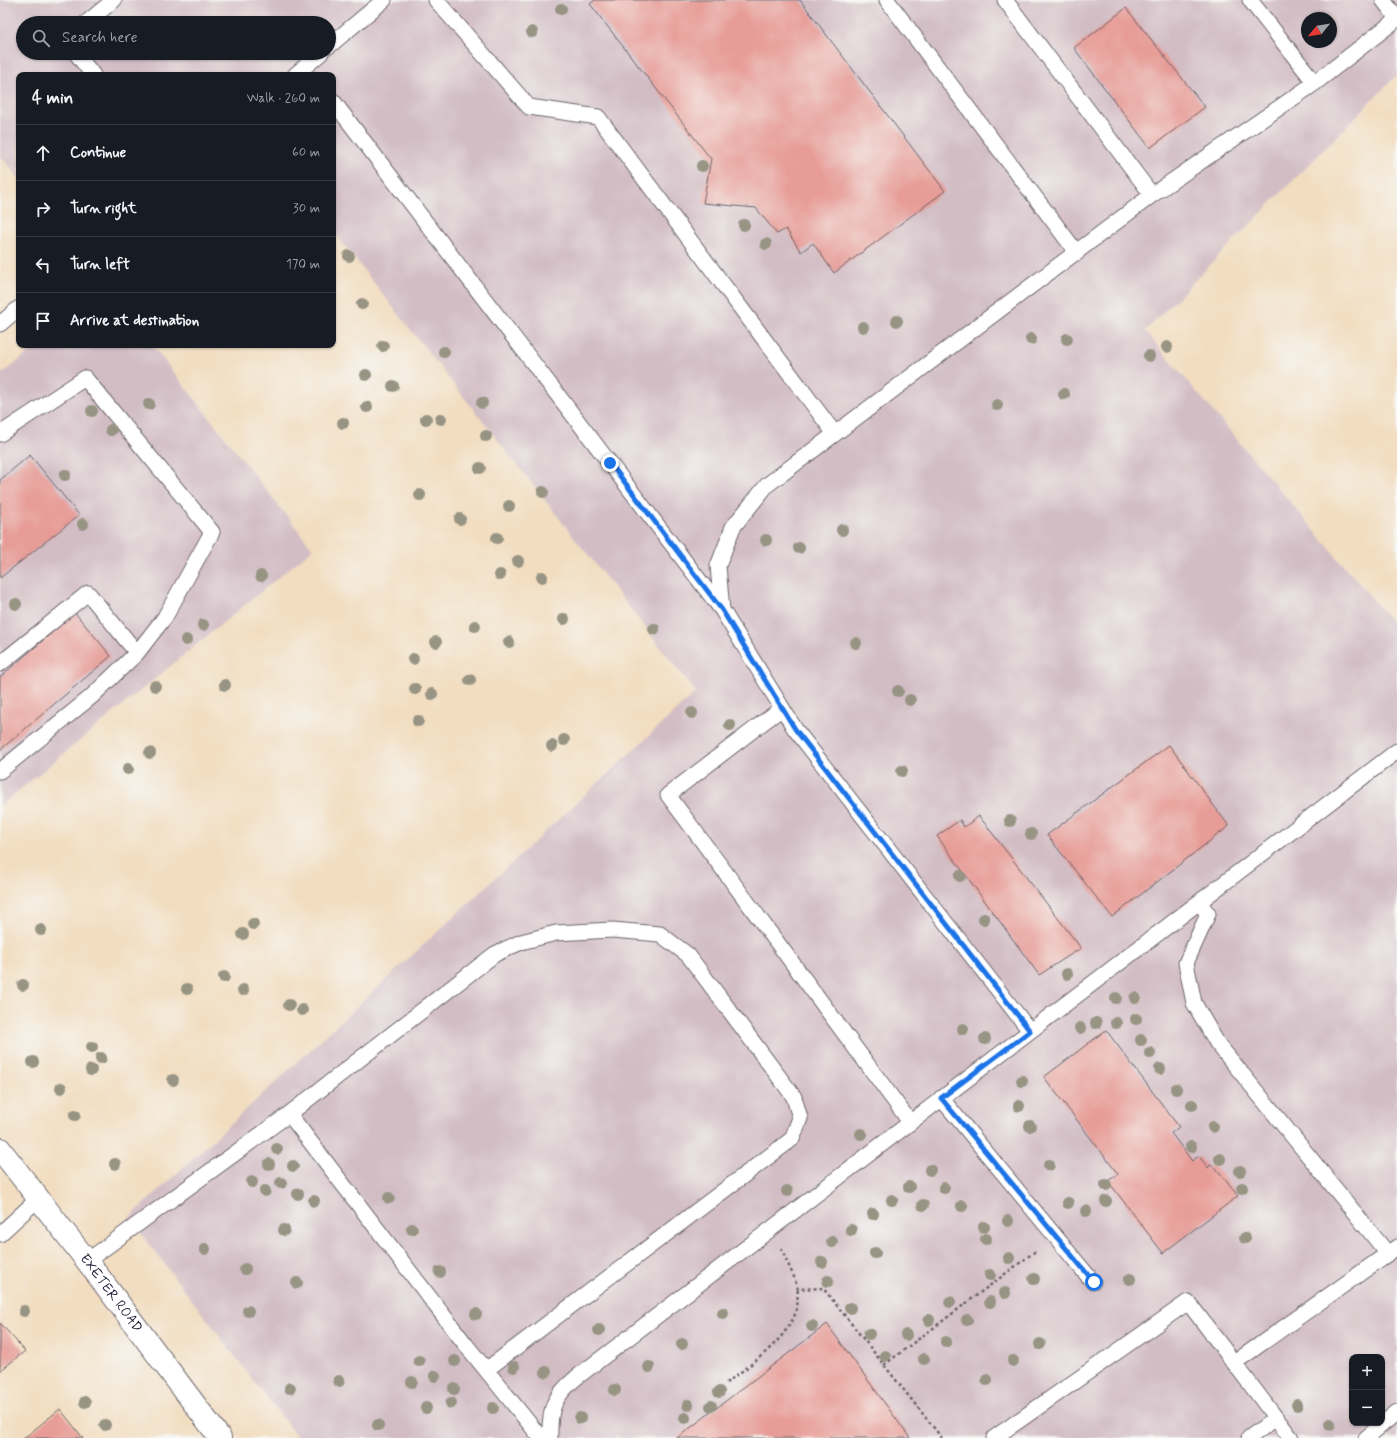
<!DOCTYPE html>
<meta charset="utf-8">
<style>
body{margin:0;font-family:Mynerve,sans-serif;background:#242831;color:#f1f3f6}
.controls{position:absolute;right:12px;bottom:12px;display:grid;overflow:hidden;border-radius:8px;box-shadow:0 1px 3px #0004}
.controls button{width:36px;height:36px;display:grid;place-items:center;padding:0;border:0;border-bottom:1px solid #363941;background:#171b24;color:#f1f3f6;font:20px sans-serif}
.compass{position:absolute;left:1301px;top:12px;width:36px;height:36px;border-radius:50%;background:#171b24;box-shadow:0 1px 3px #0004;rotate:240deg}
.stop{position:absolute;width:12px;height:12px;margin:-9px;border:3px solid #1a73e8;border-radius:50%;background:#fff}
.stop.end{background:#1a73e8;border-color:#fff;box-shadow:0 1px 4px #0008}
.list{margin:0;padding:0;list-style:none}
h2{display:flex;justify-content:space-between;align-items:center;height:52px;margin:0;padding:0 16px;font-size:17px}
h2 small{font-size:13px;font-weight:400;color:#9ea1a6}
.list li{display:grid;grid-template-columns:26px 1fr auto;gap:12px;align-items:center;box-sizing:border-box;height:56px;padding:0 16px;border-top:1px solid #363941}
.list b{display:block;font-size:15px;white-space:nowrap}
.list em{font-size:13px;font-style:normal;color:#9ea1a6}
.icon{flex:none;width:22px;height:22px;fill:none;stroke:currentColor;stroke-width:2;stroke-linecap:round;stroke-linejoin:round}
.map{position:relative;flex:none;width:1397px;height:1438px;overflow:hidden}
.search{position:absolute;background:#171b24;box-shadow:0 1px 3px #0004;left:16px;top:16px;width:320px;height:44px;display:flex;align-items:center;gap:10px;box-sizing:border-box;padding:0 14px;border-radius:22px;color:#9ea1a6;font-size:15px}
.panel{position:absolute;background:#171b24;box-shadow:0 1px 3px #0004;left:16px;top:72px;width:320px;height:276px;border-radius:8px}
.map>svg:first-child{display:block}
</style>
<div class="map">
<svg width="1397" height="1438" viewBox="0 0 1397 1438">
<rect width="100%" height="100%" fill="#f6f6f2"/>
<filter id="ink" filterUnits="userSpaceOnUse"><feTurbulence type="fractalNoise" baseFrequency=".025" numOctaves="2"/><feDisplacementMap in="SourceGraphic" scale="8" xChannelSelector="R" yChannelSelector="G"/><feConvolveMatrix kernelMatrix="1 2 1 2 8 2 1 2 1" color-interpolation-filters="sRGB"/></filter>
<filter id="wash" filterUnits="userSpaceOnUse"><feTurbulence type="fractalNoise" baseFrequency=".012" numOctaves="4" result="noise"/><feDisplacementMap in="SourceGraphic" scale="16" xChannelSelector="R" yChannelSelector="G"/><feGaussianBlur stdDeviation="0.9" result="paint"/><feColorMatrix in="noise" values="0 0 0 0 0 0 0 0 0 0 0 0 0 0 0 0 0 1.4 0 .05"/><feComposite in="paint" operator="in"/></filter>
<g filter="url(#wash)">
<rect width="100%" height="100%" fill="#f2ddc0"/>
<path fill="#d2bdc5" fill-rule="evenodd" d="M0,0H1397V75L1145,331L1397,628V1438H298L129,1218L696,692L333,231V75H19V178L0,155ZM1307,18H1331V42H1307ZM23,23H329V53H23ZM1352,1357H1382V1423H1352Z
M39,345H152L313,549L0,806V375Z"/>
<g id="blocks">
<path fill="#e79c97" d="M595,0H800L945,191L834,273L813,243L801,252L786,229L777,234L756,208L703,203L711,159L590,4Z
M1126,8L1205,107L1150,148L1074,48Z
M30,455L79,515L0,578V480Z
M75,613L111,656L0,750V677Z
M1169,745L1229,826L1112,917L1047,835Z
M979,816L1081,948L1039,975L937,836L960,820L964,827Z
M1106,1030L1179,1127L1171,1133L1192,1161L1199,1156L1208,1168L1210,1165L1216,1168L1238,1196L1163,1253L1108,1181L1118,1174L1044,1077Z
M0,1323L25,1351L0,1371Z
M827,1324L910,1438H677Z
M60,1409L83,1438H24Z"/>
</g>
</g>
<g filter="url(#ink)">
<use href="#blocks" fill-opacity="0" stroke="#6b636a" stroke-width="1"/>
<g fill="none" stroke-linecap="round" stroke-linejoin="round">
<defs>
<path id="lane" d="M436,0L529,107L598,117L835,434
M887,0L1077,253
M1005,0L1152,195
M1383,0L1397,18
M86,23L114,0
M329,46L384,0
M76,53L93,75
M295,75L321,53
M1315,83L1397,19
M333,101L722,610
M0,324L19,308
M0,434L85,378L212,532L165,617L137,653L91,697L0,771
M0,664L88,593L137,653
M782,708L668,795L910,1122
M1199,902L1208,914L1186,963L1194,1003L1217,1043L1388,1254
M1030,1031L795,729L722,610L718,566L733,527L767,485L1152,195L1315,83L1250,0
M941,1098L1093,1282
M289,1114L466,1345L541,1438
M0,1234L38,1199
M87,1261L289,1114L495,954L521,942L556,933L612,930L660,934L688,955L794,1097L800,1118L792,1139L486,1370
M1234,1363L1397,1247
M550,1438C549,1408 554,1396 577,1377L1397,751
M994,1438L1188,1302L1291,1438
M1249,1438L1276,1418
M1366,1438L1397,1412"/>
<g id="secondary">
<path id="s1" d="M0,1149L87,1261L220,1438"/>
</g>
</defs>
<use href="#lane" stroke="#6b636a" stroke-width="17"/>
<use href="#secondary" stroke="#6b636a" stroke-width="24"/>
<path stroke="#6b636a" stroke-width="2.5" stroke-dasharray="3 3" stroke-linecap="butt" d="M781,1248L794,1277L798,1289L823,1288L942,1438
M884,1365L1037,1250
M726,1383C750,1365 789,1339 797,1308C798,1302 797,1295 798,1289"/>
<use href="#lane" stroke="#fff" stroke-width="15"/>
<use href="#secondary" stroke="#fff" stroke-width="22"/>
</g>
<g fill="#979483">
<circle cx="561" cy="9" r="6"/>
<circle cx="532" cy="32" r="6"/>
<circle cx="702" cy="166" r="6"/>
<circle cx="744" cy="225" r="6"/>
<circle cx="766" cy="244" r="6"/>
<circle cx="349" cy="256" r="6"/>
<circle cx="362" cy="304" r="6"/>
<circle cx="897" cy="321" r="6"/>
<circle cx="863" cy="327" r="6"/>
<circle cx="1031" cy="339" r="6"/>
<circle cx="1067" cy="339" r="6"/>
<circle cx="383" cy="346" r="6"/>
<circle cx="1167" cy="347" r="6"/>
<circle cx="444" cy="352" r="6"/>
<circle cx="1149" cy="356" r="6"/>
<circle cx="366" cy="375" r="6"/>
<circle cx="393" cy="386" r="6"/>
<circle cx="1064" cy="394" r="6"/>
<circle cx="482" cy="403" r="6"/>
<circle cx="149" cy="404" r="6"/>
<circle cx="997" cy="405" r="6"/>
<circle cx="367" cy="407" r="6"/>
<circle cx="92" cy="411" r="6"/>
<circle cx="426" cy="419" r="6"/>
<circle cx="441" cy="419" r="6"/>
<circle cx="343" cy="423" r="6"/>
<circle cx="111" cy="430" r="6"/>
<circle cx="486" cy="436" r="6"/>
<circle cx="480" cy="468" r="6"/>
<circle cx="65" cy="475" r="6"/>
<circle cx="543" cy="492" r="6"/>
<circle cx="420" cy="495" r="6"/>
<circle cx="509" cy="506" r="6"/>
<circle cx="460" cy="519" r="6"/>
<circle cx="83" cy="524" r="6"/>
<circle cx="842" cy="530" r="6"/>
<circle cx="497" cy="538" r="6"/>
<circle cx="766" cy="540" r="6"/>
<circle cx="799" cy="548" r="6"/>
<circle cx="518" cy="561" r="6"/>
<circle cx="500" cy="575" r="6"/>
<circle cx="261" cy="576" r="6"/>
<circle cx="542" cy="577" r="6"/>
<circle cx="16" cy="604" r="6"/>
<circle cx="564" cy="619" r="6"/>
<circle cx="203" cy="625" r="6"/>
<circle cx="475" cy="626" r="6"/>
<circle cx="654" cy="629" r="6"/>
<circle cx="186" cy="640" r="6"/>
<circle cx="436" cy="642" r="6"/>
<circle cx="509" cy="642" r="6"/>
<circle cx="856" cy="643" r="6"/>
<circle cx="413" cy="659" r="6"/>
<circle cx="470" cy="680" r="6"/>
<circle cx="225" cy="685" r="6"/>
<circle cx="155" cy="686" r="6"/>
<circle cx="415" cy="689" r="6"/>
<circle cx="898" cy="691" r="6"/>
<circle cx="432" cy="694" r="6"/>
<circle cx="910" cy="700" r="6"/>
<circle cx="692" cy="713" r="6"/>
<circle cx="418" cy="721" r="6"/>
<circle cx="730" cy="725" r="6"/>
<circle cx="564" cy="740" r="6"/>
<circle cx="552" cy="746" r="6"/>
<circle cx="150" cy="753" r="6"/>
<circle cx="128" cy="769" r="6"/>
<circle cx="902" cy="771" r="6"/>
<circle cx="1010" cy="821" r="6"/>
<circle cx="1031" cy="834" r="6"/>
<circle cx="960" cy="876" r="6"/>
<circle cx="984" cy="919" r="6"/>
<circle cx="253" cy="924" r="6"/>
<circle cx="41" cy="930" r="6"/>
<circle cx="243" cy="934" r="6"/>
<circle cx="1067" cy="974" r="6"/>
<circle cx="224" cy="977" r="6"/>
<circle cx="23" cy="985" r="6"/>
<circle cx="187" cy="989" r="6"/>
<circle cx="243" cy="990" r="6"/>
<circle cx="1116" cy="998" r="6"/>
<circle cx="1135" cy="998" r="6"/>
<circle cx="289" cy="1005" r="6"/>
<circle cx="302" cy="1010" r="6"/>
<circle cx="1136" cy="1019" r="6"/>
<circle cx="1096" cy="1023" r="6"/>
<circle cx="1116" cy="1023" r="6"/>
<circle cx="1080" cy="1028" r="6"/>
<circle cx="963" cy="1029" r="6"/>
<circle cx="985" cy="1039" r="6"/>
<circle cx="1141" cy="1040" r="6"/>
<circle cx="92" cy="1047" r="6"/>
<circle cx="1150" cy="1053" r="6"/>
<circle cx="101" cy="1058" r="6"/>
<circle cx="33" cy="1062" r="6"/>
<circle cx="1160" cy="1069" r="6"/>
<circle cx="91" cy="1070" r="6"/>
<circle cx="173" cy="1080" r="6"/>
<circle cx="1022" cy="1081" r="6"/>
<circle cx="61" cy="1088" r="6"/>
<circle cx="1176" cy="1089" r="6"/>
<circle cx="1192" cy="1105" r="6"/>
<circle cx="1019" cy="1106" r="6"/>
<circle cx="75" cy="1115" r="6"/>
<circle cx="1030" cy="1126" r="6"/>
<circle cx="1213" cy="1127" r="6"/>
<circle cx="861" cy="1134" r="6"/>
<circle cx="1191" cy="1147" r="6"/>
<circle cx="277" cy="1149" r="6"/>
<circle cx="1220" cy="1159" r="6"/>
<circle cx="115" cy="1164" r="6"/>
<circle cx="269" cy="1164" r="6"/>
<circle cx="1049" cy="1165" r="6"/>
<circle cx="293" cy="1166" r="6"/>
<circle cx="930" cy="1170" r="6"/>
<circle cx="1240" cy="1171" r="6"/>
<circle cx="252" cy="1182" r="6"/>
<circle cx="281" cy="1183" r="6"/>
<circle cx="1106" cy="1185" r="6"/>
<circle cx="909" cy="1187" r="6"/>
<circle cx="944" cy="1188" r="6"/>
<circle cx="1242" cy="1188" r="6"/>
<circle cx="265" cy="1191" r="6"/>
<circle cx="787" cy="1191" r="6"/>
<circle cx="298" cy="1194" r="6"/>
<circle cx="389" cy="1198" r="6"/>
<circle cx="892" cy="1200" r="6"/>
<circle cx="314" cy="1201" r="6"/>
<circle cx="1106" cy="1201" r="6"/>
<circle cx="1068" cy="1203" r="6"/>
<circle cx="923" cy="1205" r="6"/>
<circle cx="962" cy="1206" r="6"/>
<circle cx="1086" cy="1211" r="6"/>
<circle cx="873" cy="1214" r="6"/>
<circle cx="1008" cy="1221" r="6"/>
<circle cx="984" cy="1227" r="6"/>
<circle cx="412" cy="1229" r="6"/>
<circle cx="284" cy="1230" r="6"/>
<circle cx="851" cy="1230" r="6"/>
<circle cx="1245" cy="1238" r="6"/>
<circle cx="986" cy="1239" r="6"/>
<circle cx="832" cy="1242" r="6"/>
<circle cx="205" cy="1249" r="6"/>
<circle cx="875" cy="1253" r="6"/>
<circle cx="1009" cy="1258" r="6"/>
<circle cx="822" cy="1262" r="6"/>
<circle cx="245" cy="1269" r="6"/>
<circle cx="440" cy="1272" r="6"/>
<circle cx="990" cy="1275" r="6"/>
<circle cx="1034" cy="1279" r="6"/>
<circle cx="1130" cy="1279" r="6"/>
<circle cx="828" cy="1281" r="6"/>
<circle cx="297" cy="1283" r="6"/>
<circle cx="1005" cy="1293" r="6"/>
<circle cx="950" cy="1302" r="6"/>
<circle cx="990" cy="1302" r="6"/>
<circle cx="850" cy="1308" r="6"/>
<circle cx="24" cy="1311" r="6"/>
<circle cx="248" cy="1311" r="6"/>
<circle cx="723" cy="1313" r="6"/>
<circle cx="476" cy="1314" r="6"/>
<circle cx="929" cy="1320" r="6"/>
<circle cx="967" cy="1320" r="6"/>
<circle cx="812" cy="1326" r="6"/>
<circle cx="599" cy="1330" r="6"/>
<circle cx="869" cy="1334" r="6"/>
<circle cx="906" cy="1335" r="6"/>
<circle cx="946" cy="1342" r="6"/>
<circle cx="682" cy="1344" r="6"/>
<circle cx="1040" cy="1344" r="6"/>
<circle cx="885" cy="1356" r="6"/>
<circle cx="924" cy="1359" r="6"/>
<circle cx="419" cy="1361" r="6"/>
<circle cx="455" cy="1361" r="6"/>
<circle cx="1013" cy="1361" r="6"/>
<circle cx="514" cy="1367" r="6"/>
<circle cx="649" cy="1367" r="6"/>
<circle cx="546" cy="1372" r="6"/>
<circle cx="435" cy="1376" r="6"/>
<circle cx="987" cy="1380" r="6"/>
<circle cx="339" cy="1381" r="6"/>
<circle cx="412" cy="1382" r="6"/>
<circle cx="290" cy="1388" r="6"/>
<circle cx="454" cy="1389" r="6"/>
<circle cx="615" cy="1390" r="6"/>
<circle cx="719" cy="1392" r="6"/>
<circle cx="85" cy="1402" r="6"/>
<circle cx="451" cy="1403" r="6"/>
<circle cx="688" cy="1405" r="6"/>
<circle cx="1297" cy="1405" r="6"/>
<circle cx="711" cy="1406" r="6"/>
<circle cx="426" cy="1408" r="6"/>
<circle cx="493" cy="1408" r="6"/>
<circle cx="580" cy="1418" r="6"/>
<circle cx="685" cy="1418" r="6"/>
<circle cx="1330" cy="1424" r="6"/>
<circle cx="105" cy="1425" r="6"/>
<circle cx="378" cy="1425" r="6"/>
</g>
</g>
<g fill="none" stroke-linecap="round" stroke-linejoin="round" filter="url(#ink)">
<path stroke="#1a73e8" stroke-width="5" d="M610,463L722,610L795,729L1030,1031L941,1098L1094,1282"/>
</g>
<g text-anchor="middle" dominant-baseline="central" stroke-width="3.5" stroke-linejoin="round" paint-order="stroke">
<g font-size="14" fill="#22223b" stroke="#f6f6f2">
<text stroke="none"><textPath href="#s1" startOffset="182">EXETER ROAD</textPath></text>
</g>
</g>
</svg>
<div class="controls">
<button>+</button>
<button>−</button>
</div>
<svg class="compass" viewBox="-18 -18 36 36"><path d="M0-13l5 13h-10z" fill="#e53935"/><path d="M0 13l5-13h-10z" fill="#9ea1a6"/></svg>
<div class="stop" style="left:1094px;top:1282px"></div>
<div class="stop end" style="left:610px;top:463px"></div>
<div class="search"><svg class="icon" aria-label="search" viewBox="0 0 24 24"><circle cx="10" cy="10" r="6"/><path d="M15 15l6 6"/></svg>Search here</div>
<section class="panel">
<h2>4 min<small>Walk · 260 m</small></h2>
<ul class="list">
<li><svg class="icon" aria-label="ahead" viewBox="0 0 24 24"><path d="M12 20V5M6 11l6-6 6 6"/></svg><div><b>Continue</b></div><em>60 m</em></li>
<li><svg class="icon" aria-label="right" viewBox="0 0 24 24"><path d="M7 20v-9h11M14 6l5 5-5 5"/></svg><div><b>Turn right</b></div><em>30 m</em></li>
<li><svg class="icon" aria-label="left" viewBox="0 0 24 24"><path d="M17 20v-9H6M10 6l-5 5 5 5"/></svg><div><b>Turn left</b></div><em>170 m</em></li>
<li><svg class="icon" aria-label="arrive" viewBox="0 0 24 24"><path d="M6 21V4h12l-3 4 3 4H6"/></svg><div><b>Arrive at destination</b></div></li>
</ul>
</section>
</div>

=====

Work task> Where does "controls" occur in the data? Copy each line that has it.

Task output>
.controls{position:absolute;right:12px;bottom:12px;display:grid;overflow:hidden;border-radius:8px;box-shadow:0 1px 3px #0004}
.controls button{width:36px;height:36px;display:grid;place-items:center;padding:0;border:0;border-bottom:1px solid #363941;background:#171b24;color:#f1f3f6;font:20px sans-serif}
<div class="controls">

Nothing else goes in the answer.